Bir dergi için en büyük övünç zaman denilen o sırra vakıf olmasıdır. Büyük düşünürler mekan ve zamanı hayatın önemli basamaklarından görürler ki el hakta öyledir.
Çeyrek yüzyılı geride bırakan Altınoluk dergisi M. Lütfi Arslan’ın genel yayın yönetiminde kararlı şekilde yoluna devam ediyor. Arslan bey derginin kadim yolunun tekrar ihya edilmesinde kendine düşeni yaptı ama mistik dergi yönetiminin acaba dünya da geldiği yer nedir?
Metafizik denilen alanın dünya ile teması kadim Nakşi yolunun öğretileriyle nasıl buluşturulmalı? Sekiz yüzyılı aşan yol bugün hangi formata ihtiyaç duyuyor?

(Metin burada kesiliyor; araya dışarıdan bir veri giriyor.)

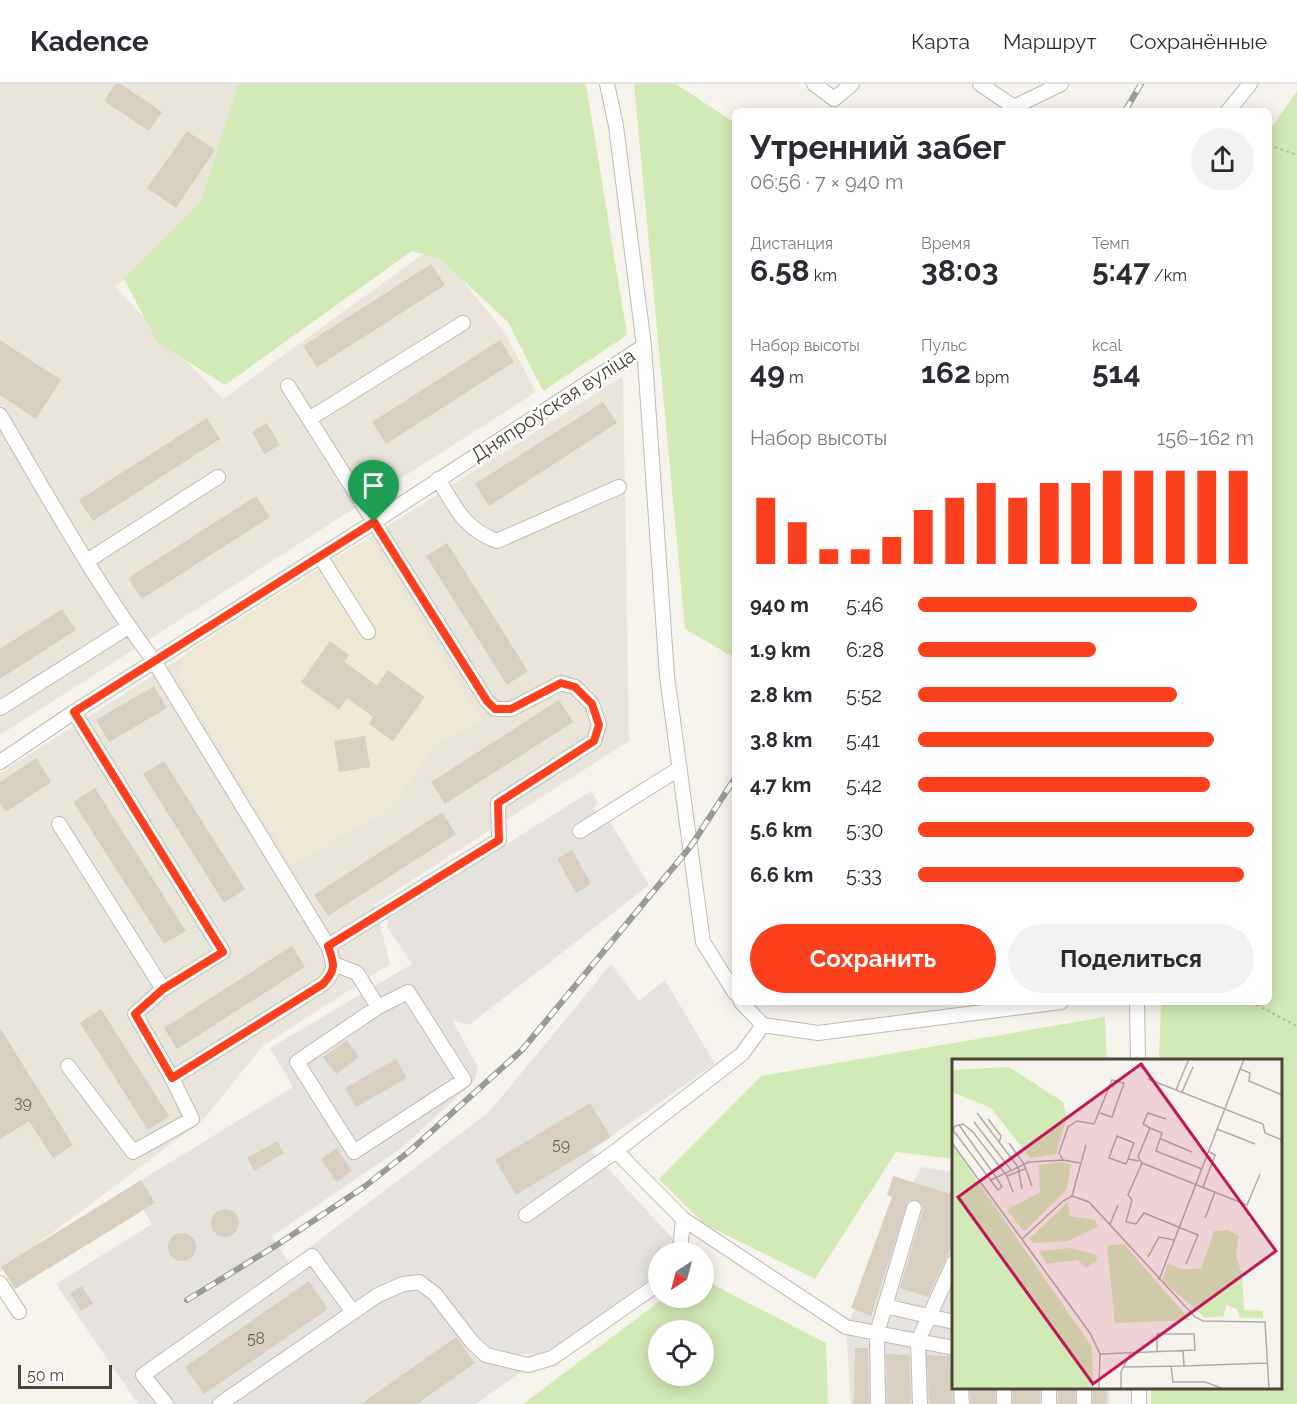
<!DOCTYPE html>
<html lang="ru">
<head>
<meta charset="utf-8">
<style>
	:root { --surface:#fff; --page:#f2f2f3; --text:#2b2b33; --muted:#7c7c81; --line:#e1e1e2; --accent:#fc3f1d }
	body { margin:0; font-family:Raleway,sans-serif; background:var(--page); color:var(--text); height:100vh; display:flex; flex-direction:column; font-size:22px; white-space:nowrap }
	* { box-sizing:border-box; margin:0 }
	p { font-size:20px; color:var(--muted) }
	.icon { flex:none; width:33px; height:33px; fill:none; stroke:currentColor; stroke-width:2; stroke-linecap:round; stroke-linejoin:round }
	.map { position:relative; flex:1; overflow:hidden }
	.drawer { position:absolute; left:732px; top:24px; width:540px; height:897px; display:flex; flex-direction:column; background:var(--surface); border-radius:9px; box-shadow:0 3px 15px #0003 }
	.drawer>* { flex:none }
	.needle { width:39px; rotate:216deg }
	.tools { position:absolute; left:648px; top:1158px; display:grid; gap:12px }
	.tools a { display:grid; place-items:center; width:66px; height:66px; border-radius:50%; background:var(--surface); box-shadow:0 3px 15px #0003; font-size:30px }
	.scale { position:absolute; left:18px; bottom:15px; width:94px; box-sizing:border-box; padding-left:6px; border:3px solid #4b4439; border-top:0; font-size:16px; line-height:21px; white-space:nowrap; color:#4b4439; -webkit-text-stroke:4px #fff; paint-order:stroke }
	.pin { position:absolute; display:grid; place-items:center; width:51px; height:51px; color:#fff; margin:-62px -26px; border-radius:50% 50% 50% 0; rotate:-45deg; box-shadow:0 0 6px #0007 }
	.pin .icon { rotate:45deg }
	.round { display:grid; place-items:center; flex:none; width:63px; height:63px; border-radius:32px; background:var(--page) }
	.head { display:flex; align-items:center; justify-content:space-between; height:102px; padding:0 18px }
	h1 { font-size:33px; font-weight:700; line-height:45px }
	.stats { display:grid; grid-template-columns:repeat(3,1fr); gap:9px; height:102px; padding:6px 18px }
	.stats div { display:grid; align-content:center }
	.stats b { font-size:30px; font-weight:700 }
	.stats small { font-size:16px; font-weight:400 }
	.stats p { font-size:16px }
	.chart { height:168px; padding:12px 18px }
	.chart p { display:flex; justify-content:space-between }
	.chart svg { width:100%; height:108px; margin-top:6px; stroke:var(--accent); stroke-width:6 }
	.cta { display:flex; gap:12px; margin-top:auto; padding:12px 18px }
	.cta a { flex:1; height:69px; border-radius:36px; background:var(--accent); color:#fff; font-size:24px; font-weight:700; line-height:69px; text-align:center }
	.cta a+a { background:var(--page); color:var(--text) }
	ul { padding:0 18px; list-style:none; font-size:20px }
	li { display:grid; grid-template-columns:96px 72px 1fr; align-items:center; height:45px }
	li i { height:15px; border-radius:8px; background:var(--accent) }
	header { display:flex; align-items:center; gap:36px; box-sizing:border-box; height:84px; padding:0 30px; background:var(--surface); border-bottom:2px solid var(--line) }
	header strong { font-size:28px }
	nav { display:flex; gap:33px; margin-inline-start:auto; font-size:21px }
	.map>svg:first-child { display:block }
</style>
</head>
<body>
<header>
<strong>Kadence</strong>
<nav><a>Карта</a><a>Маршрут</a><a>Сохранённые</a></nav>
</header>
<div class="map">
<svg width="1297" height="1320" viewBox="0 0 1297 1320">
	<rect width="100%" height="100%" fill="#f6f3ec"/>
	<path fill="#eae5da" d="M0 0H255L201 135 115 203 223 315 434 162 504 247 536 308 0 651Z
		M623 292 629 657 375 820 390 880 264 961 203 1036 0 1188V689Z"/>
	<path fill="#e6e2dd" d="M591 707 598 719 593 723 602 740 610 738 649 801 469 941 452 936 478 983 474 998 400 1065 272 1152 289 1179 490 1027 611 880 639 917 665 896 715 980 591 1066 674 1156 671 1168H658V1189L558 1262 539 1270H522L519 1279 521 1288 476 1320H138L56 1200 152 1140 130 1103 293 1003 270 964 412 880 387 843 388 835Z
		M921 1083 953 1088 954 1304H1109L1110 1320H851L846 1243Z"/>
	<path fill="#efe8d6" d="M369 453 481 636 438 658 390 724 292 782 177 592 187 568Z"/>
	<path fill="#d2eab5" fill-rule="evenodd" d="M240 0H586L627 251 543 307 508 238 440 175 412 167 225 301 158 259 124 195 201 118 236 6Z
		M634 0H676L735 39V574L685 545Z
		M1297 7V1320H1151V1304H1280V976H1159L1161 918H1269V47Z
		M1105 933 1107 976H954L953 1075 896 1068 815 1195 704 1140 659 1095 761 992Z
		M704 1196 826 1259 828 1320H523L664 1214H704ZM704 1246V1292H658V1246Z"/>
	<path fill="#d8cfc1" d="M115 0H121L162 28 149 47 104 17Z
		M187 47 215 66 176 124 147 104Z
		M431 180 445 201 317 283 303 262Z
		M0 256 61 296 36 335 0 311Z
		M500 256 514 278 386 360 372 338Z
		M603 318 617 339 489 422 475 400Z
		M207 334 220 355 93 437 79 416Z
		M267 339 280 361 264 370 252 348Z
		M256 412 270 433 142 515 128 494Z
		M447 459 528 587 507 601 426 472Z
		M62 525 76 546 0 595V565Z
		M330 557 349 571 344 578 377 601 388 586 425 613 393 657 369 640 373 633 347 614 339 626 301 598Z
		M154 602 167 624 109 658 96 636Z
		M559 616 573 638 445 720 431 698Z
		M365 652 370 683 339 688 334 657Z
		M36 674 51 698 6 728 0 719V698Z
		M164 677 245 805 224 819 143 690Z
		M95 704 186 847 164 860 73 718Z
		M442 728 456 750 328 832 314 811Z
		M572 766 591 800 576 809 557 775Z
		M292 862 305 883 177 965 164 944Z
		M101 925 169 1032 148 1046 80 939Z
		M0 944 73 1061 53 1074 29 1037 0 1055Z
		M347 956 359 973 336 990 323 973Z
		M396 975 407 994 356 1023 345 1004Z
		M590 1019 611 1053 516 1111 495 1076Z
		M277 1057 284 1069 254 1087 247 1074Z
		M337 1064 352 1087 336 1098 321 1075Z
		M893 1092 954 1111V1153L947 1172 928 1213 900 1204 923 1126V1121L917 1116 908 1117 871 1232 851 1224 892 1113 887 1111Z
		M141 1096 155 1119 15 1205 1 1183Z
		M211 1139a14 14 0 1 1 28 0a14 14 0 1 1-28 0Z
		M168 1163a14 14 0 1 1 28 0a14 14 0 1 1-28 0Z
		M309 1197 328 1225 204 1310 185 1283Z
		M82 1202 93 1220 81 1227 70 1209Z
		M456 1253 475 1279 417 1320H361Z
		M855 1264H868L869 1320H854Z
		M886 1270 909 1271 911 1320H887Z
		M927 1271 950 1272 953 1320H929Z
		M970 1304H995V1320H971Z
		M1013 1304H1040V1320H1013Z
		M1058 1304H1075V1320H1058Z
		M1093 1304H1106L1107 1320H1093Z"/>
	<g fill="none" stroke-linecap="round" stroke-linejoin="round">
		<g stroke="#c2bbae" stroke-width="16">
			<path id="minor" d="M607 0 616 42 644 262 667 592 703 858 735 909
				M814 0 834 15 852 0
				M980 0 1020 27
				M1014 23 1061 0
				M1228 27 1250 0
				M288 302 309 335
				M0 331C49 414 96 500 154 577L328 862 499 756 498 719 594 657 599 641 592 620 575 603 561 599 511 625H495L487 617 309 335 463 239
				M438 395C456 424 463 444 497 457L619 403
				M320 472 368 548
				M87 477 218 393
				M0 624 128 543
				M74 628 223 868 163 905 135 930 172 994 323 900C337 886 334 880 328 862
				M0 678 74 628 374 438 644 262
				M59 740 163 905
				M580 747 680 684
				M334 880 357 889 378 923 297 978 354 1068 464 996 408 908 378 923
				M741 918 763 941 818 949 1061 918
				M1137 918 1138 976
				M68 982 133 1068 192 1035 172 994
				M616 1067 683 1135 680 1168
				M526 1131 616 1067 742 970 763 941
				M683 1135 846 1243 954 1264
				M0 1199 19 1228
				M885 1222 954 1238
				M961 1304 962 1320
				M1004 1304V1320
				M1084 1304V1320
				M1139 1304V1320
				M166 1320 143 1291 312 1172 353 1228
				M220 1320 378 1211 403 1200 419 1198 435 1210 472 1258 486 1271 528 1281 552 1274 658 1200
				M878 1320 877 1249 914 1124
				M920 1320 918 1257 954 1178
				M1049 1320V1304"/>
		</g>
		<path stroke="#c4b79f" stroke-width="2" stroke-dasharray="3 3" stroke-linecap="butt" d="M1269 61 1297 71
			M1251 918 1297 942"/>
		<use href="#minor" stroke="#fff" stroke-width="14"/>
		<g stroke="#9a9a9a" stroke-width="6">
			<path id="rail" d="M1125 27 1141 0
				M187 1216 277 1161 364 1103 411 1066 522 966 691 762 735 694"/>
		</g>
		<use href="#rail" stroke="#fff" stroke-width="4" stroke-dasharray="11" stroke-linecap="butt"/>
	</g>
	<g fill="none" stroke-linecap="round" stroke-linejoin="round">
		<g stroke="#fff" stroke-width="12">
			<path id="route" d="M374 438 487 617 495 625H511L561 599 575 603 592 620 599 641 594 657 498 719 499 756 328 862C334 880 337 885 323 900L172 994 135 930 163 905 223 868 74 628Z"/>
		</g>
		<use href="#route" stroke="#fc3f1d" stroke-width="8"/>
	</g>
	<g text-anchor="middle" dominant-baseline="central" stroke-width="4.5" stroke-linejoin="round" paint-order="stroke">
		<g font-size="16" fill="#6e675b">
			<text x="23" y="1018">39</text>
			<text x="561" y="1060">59</text>
			<text x="256" y="1254">58</text>
		</g>
		<g font-size="20" fill="#4b4439" stroke="#fff">
			<text transform="translate(553 321) rotate(-33)">Дняпроўская вуліца</text>
		</g>
	</g>
	<g transform="translate(952 975)">
		<rect width="330" height="330" fill="#f6f3ec"/>
		<path d="M57 8 111 43 115 58 104 95 78 99 39 49 0 33V11ZM0 85 140 288 141 330H0ZM108 103 119 105 115 130 72 173 55 151 88 133 87 106ZM116 143 118 157 143 161 146 168 116 182 82 184 77 180ZM276 171 287 177 284 196 290 215 292 251 311 252V259H288L285 250 274 246 272 257 253 259 210 221 216 204 228 210H249L262 172ZM172 185 238 261 163 264 155 187ZM119 189 145 196 144 203 134 209 126 201 95 205 87 192Z" fill="#d2eab5"/>
		<path fill="none" stroke="#b2ada4" stroke-width="1.5" d="M288 10 298 14 297 22 330 36M196 20 311 65 313 74 330 81M224 31 237 0M230 33 241 8M25 54 66 108 70 130M36 60 49 77 47 84M22 63 59 111M7 66 44 118 50 128 46 131M198 69 191 65 196 54 214 60M265 70 303 85M209 80 240 93M0 84 138 274 148 295 147 330M57 84 72 105 80 127M176 100 174 105 157 99 165 77 182 84 176 100 187 102M128 104 111 101 107 94 116 68 125 62 142 65 160 21 172 24 160 58 148 54M190 104 186 98 198 69 210 74 204 92 250 110M55 117 73 110M39 121 77 103 111 101M251 128 263 96 256 92M46 131 1 71 3 67 11 65 21 73 55 117 61 133M120 137 134 86M253 159 263 133M158 165 166 146M70 180 111 142 120 137 137 143 243 258 251 262 313 263 317 330M196 198 207 178 222 181M234 205 246 176 192 154 184 165 174 163 180 141 176 136 190 104 295 146 308 115M207 221 292 0M231 291 232 307 315 304M148 295 243 291 242 275H205V292M219 307 221 323H253L272 330M171 308 232 307M169 330V313L179 293"/>
		<path fill="#c2185b" fill-opacity="0.15" stroke="#c2185b" stroke-width="3" d="M189 5 324 192 141 325 6 138Z"/>
		<rect width="330" height="330" fill="none" stroke="#4b4439" stroke-width="3"/>
	</g>
</svg>
<div class="tools">
<a><svg class="needle" viewBox="-14 -14 28 28"><path d="M0-13l5 13h-10z" fill="#e53935"/><path d="M0 13l5-13h-10z" fill="#7c7c81"/></svg></a>
<a><svg class="icon" aria-label="locate" viewBox="0 0 24 24"><circle cx="12" cy="12" r="6"/><path d="M12 2v4M12 18v4M2 12h4M18 12h4"/></svg></a>
</div>
<div class="scale">50 m</div>
<div class="pin" style="left:374px;top:438px;background:#1e9e55"><svg class="icon" aria-label="arrive" viewBox="0 0 24 24"><path d="M6 21V4h12l-3 4 3 4H6"/></svg></div>
<section class="drawer">
<div class="head"><div><h1>Утренний забег</h1><p>06:56 · 7 × 940 m</p></div><a class="round"><svg class="icon" aria-label="share" viewBox="0 0 24 24"><path d="M12 15V3M7 8l5-5 5 5M5 13v7h14v-7"/></svg></a></div>
<div class="stats">
<div><p>Дистанция</p><b>6.58<small> km</small></b></div>
<div><p>Время</p><b>38:03</b></div>
<div><p>Темп</p><b>5:47<small> /km</small></b></div>
</div>
<div class="stats">
<div><p>Набор высоты</p><b>49<small> m</small></b></div>
<div><p>Пульс</p><b>162<small> bpm</small></b></div>
<div><p>kcal</p><b>514</b></div>
</div>
<div class="chart"><p><span>Набор высоты</span>156–162 m</p>
<svg viewBox="0 0 160 44" preserveAspectRatio="none"><path d="M5 44V17M15 44V27M25 44V38M35 44V38M45 44V33M55 44V22M65 44V17M75 44V11M85 44V17M95 44V11M105 44V11M115 44V6M125 44V6M135 44V6M145 44V6M155 44V6"/></svg>
</div>
<ul>
<li><b>940 m</b>5:46<i style="width:83%"></i></li>
<li><b>1.9 km</b>6:28<i style="width:53%"></i></li>
<li><b>2.8 km</b>5:52<i style="width:77%"></i></li>
<li><b>3.8 km</b>5:41<i style="width:88%"></i></li>
<li><b>4.7 km</b>5:42<i style="width:87%"></i></li>
<li><b>5.6 km</b>5:30<i style="width:100%"></i></li>
<li><b>6.6 km</b>5:33<i style="width:97%"></i></li>
</ul>
<div class="cta"><a>Сохранить</a><a>Поделиться</a></div>
</section>
</div>
</body>
</html>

Kelimelerle yapılması gereken ihya da Altınoluk dergisi sanırım Lütfi Arslan Beyle daha ileri gider ama hangi saikler buna engel oluyor?
ALTINOLUK dergisinin Kasım sayısı “Akrabalık” temalı.
Eş, dost, akraba denir sıralamaya bakın ben bile eş, dost, akraba diye yazdım akrabanın yeri acaba üçüncü sırada mı?
Akrabalık hayatın ilk evrelerinde önemli tutulan ama ilerleyen zamanlarda üzerine düşülen görev ihmallerinden dolayı önemi gittikçe azalan bir bağ. Hak ve hukuk çerçevesine oturtulmadıktan sonrada gözetilmeyeceği ortada.
Hidayet Erdoğan Hoca Efendi kendisiyle yapılan röportajı tam da bu eksende ele almış kutlarım. Feraset diye buna derim. Kan bağı ve hamiyet üzerine bina edilen bu bağ aynı zamanda büyük kırılmalara da zemin bunu derginin ilgili bölümünden okuyun. Hidayet Hoca Efendinin diliyle yazalım “ akrabalık bağı kendi haline bırakılabilecek basit bir ilişki değil , Cenab-ı Hakk’ın doldurmamızı istediği hayati bir boşluktur” hoca daha ne desin.
Lütfi Arslan Bey yazısında yine kelamı kibarla bizleri kendine bağlıyor şu ifadeye bakın “ VARLIĞI KUCAKLAYAN EN BÜYÜK MANA MERHAMETTİR” .
Dergi okuyun etrafınızdaki olup bitenlere hikmet ehli insanların gözüyle tekrar bakın. Maddileşen hırçınlaşıp kendine ve başkalarına zarar veren insanlardan olmak istemiyorsanız bir değil birkaç dergiye abone olun paralarınızla dergi okuyun yoksa mızmız , mıymıntı ona buna kızan asabi bir insan olur çıkarsınız.
Kendi kozasını örmek zorunda insan. Konfor alanı ipek olan bu kozadan kelebek olarak çıkmak mı yoksa koza içinde kalıp ölmek mi? Tercih sizin .
ALTINOLUK DERGİSİ ABONE İÇİN 0 533 611 25 41 ARAYIN EY AZİZAN !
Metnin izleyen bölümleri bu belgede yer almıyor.